Galois Group of $p(x)=x^{5}+x^{4}+1$ For fun, I’m trying to find the Galois group of the polynomial $p(x)=x^{5}+x^{4}+1$.
I solved for the roots and got the splitting field $\mathbb{Q}\left(\sqrt[3]{\frac{9+\sqrt{69}}{8}}+\sqrt[3]{\frac{9-\sqrt{69}}{8}}, i\sqrt{3}\right)$. I now need to find the automorphism group of this, but I don’t know where to start.
I know an automorphism maps some nth root to its conjugate, but I don’t know what to do with such a complicated field extension.
 A: I guess it behooves me to promote the comments to an answer.

The quintic factors as
$$
f(x)=x^5+x^4+1=(x^3-x+1)(x^2+x+1).
$$
That particular quadratic factor is a friend we meet often. See for example this old answer for a description of a general class of trinomials having it as a factor. The cubic factor is gotten by polynomial division. Both factors are seen to be irreducible in $\Bbb{Q}[x]$ because we can quickly exclude the possibility of rational zeros (use the rational root theorem). As the factors have degrees $\le3$, this implies their irreducibility.
Let $\omega=e^{2\pi i/3}=(-1+i\sqrt3)/2$ be a primitive complex root of unity of order three. The zeros of the quadratic factor are then $z_4=\omega$ and $z_5=\overline{\omega}=\omega^2$.
We then use Cardano's method for finding the complex zeros of the cubic factor. Following the procedure outlined e.g. here, if $u^3$ and $v^3$ are the roots of
$$
y^2+y+\frac1{27}=0\qquad(*)
$$
such that $uv=1/3$, then $u+v$ is a zero of $x^3-x+1$. By the quadratic formula the roots of $(*)$ are $(-9\pm\sqrt{69})/18$. If $\alpha=\root3\of{(-9+\sqrt{69})/18}$ and $\beta=\root3\of{(-9-\sqrt{69})/18}$ are the real cube roots (both negative), then we have $\alpha\beta=1/3$, and Cardano's formula gives
$$
\begin{aligned}
z_1&=\alpha+\beta,\\
z_2&=\omega\alpha+\omega^2\beta,\\
z_3&=\omega^2\alpha+\omega\beta
\end{aligned}
$$
as the roots of the cubic factor $x^3-x+1$.
The splitting field of $f$ is thus $L=\Bbb{Q}(z_1,z_2,z_3,z_4,z_5)$. Because $z_5=z_4^2$ we can dispose of $z_5$ as a generator.

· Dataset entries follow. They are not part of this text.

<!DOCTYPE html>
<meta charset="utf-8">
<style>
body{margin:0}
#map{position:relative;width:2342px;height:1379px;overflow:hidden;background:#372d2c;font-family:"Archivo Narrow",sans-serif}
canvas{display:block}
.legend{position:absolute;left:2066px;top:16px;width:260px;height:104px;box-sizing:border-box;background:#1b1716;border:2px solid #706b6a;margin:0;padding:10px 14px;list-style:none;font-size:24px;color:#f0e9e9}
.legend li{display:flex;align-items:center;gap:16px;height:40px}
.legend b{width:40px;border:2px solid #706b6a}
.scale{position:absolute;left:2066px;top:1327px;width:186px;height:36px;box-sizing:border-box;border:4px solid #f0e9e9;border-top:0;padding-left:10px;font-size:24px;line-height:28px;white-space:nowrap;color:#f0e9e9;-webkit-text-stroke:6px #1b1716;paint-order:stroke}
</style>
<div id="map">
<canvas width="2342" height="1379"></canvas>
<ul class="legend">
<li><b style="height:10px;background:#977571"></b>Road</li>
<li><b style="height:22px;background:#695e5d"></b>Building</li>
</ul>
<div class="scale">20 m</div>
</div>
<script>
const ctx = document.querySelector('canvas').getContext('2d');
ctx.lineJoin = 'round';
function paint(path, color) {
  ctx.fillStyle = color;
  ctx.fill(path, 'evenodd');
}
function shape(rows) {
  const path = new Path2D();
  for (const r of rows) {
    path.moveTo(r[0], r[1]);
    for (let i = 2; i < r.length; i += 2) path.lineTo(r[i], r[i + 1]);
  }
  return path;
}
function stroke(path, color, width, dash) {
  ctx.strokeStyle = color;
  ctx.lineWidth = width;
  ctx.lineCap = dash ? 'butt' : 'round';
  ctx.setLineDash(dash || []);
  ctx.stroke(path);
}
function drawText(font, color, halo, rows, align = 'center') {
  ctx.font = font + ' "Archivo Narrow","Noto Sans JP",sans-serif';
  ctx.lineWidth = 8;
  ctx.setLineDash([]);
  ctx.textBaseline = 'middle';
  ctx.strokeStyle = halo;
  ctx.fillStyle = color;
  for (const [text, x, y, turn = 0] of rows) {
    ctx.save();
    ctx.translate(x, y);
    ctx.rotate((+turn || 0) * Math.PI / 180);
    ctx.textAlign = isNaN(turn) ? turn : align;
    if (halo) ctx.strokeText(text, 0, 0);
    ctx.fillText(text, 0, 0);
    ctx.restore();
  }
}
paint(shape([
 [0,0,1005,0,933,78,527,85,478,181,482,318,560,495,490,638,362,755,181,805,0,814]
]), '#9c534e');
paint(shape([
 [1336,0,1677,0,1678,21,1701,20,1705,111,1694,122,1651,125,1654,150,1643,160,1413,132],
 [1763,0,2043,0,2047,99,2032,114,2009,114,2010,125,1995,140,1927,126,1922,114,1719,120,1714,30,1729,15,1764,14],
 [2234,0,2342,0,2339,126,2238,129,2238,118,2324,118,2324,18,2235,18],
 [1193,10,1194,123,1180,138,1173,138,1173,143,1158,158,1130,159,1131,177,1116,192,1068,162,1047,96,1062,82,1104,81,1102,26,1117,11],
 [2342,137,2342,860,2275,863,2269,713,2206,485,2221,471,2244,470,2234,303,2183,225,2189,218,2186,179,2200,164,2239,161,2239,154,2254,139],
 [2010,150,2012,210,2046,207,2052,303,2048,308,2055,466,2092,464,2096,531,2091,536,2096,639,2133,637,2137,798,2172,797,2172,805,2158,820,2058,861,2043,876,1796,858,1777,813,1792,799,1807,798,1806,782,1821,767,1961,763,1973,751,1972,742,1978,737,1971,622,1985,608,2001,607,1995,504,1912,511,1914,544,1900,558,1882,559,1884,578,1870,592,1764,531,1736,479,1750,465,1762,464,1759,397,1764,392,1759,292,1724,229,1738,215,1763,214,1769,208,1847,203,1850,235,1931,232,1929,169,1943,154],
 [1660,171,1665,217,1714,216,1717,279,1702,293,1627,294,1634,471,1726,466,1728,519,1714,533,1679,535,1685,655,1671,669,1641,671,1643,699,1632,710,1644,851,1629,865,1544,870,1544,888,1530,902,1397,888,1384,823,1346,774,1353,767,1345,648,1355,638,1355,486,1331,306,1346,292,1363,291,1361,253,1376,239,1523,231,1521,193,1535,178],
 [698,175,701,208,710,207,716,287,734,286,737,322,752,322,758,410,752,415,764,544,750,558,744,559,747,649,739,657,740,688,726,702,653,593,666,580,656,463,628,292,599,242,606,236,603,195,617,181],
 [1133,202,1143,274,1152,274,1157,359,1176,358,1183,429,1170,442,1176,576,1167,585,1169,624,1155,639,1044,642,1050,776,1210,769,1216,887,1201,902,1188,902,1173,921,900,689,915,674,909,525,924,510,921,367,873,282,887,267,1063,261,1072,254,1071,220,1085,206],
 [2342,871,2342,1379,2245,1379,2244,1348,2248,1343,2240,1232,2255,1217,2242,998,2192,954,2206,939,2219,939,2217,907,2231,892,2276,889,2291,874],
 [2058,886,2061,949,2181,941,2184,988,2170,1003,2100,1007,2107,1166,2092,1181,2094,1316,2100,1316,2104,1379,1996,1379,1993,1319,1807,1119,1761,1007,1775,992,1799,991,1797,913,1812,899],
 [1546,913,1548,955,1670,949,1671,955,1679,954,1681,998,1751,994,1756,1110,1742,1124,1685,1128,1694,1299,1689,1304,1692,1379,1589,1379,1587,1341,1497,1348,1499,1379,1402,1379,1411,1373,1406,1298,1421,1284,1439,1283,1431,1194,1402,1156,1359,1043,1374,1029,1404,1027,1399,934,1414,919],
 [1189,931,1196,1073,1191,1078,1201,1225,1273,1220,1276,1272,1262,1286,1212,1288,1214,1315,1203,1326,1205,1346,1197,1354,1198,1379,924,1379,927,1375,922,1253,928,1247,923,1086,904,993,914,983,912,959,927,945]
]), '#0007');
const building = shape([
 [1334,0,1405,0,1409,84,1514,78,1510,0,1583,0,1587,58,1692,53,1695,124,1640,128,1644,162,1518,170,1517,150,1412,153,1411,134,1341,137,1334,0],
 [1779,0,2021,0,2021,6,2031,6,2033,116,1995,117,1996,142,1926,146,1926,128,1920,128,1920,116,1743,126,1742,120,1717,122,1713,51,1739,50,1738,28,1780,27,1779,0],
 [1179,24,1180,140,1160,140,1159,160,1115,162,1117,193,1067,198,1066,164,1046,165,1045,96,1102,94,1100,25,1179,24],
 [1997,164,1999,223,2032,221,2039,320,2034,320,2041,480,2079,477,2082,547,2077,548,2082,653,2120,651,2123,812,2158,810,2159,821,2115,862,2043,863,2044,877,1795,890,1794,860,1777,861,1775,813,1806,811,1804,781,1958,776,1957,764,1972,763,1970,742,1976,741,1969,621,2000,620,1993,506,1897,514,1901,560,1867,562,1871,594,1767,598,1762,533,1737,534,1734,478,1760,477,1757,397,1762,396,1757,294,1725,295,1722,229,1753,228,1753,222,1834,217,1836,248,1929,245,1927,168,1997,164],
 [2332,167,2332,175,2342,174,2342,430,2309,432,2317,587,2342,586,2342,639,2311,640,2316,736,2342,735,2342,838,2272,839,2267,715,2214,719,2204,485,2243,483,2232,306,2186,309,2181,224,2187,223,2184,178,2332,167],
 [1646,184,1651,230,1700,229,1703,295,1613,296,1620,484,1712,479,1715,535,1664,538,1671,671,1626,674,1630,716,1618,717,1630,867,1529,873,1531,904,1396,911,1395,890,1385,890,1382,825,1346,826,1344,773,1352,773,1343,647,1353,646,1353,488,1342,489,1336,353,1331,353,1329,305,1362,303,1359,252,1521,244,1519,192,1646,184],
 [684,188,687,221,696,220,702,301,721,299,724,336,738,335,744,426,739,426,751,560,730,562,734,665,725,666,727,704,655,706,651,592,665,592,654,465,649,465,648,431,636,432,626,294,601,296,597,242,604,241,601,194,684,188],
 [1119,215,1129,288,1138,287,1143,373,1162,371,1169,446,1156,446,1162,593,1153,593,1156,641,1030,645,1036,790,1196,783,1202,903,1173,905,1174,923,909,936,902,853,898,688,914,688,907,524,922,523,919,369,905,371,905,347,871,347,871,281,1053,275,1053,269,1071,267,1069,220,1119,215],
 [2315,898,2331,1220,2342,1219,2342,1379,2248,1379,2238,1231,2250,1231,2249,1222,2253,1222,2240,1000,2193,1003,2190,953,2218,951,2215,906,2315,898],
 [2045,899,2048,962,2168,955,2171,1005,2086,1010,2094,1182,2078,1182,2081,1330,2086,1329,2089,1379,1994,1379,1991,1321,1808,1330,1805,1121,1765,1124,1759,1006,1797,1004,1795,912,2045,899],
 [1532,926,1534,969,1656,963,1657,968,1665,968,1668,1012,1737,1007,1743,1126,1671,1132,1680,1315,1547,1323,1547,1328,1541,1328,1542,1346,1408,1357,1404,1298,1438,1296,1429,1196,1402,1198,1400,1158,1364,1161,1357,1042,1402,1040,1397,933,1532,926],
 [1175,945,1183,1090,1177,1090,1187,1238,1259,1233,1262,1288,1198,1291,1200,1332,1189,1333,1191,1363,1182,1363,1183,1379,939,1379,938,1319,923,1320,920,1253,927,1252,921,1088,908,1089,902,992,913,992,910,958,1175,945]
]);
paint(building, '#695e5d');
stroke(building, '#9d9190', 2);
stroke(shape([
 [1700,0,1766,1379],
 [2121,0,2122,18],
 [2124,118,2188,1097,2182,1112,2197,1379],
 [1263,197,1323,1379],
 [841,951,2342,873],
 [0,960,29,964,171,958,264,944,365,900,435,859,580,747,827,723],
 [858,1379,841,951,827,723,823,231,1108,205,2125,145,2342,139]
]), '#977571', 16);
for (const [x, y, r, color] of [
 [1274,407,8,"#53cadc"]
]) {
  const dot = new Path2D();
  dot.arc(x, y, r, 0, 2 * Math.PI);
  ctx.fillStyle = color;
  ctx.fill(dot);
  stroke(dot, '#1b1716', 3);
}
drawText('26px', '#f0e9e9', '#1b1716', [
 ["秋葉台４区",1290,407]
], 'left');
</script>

Because $z_1+z_2+z_3=0$ (Vieta) we can also dispose of $z_3$. Hence $L=\Bbb{Q}(z_1,z_2,z_4)$. Because the factor $x^2+x+1$ brought the primitive third roots of unity into $L$, we see that
$\alpha=(z_1-\omega z_2)/(1-\omega^2)\in L$. Therefore $L=\Bbb{Q}(\alpha,\omega)$.
The primitive element theorem further states that we can actually get $L$ by adjoining a single element to $\Bbb{Q}$. However, that is not very helpful for the purposes of identifying the Galois group $G=Gal(L/\Bbb{Q})$. I prefer to describe it as a group of permutations of the set of roots $X=\{z_1,z_2,z_3,z_4,z_5\}$.
If $\sigma\in G$ is some automorphism of $L$, then it must permute the elements of $X$ and once its action of $X$ is known, it will be completely determined. Obviously $\sigma$ must permute $z_4$ and $z_5$ amongst themselves (2 alternatives) and $z_1,z_2,z_3$ amongst themselves (6 alternatives). That gives a total of $2\cdot6=12$ possibilities. It turns out that all those $12$ permutations come from actual automorphisms in $G$, but that is not yet totally clear. To that end we calculate the discriminant, $D$, of the cubic. By plugging in the numbers we get $D=-23$. We observe that $D$ is not the square of a rational number. This has the following consequences (known from basic Galois theory):

*

*The splitting field $K$ of the cubic factor $x^3-x+1$ is a degree six extension of $\Bbb{Q}$. Furthermore, the Galois group $Gal(K/\Bbb{Q})$ is isomorphic to $S_3$. In other words, it permutes the zeros $z_1,z_2,z_3$ in all the possible ways.

*The only quadratic subfield of $K$ is $\Bbb{Q}(\sqrt{D})=\Bbb{Q}(\sqrt{-23})$.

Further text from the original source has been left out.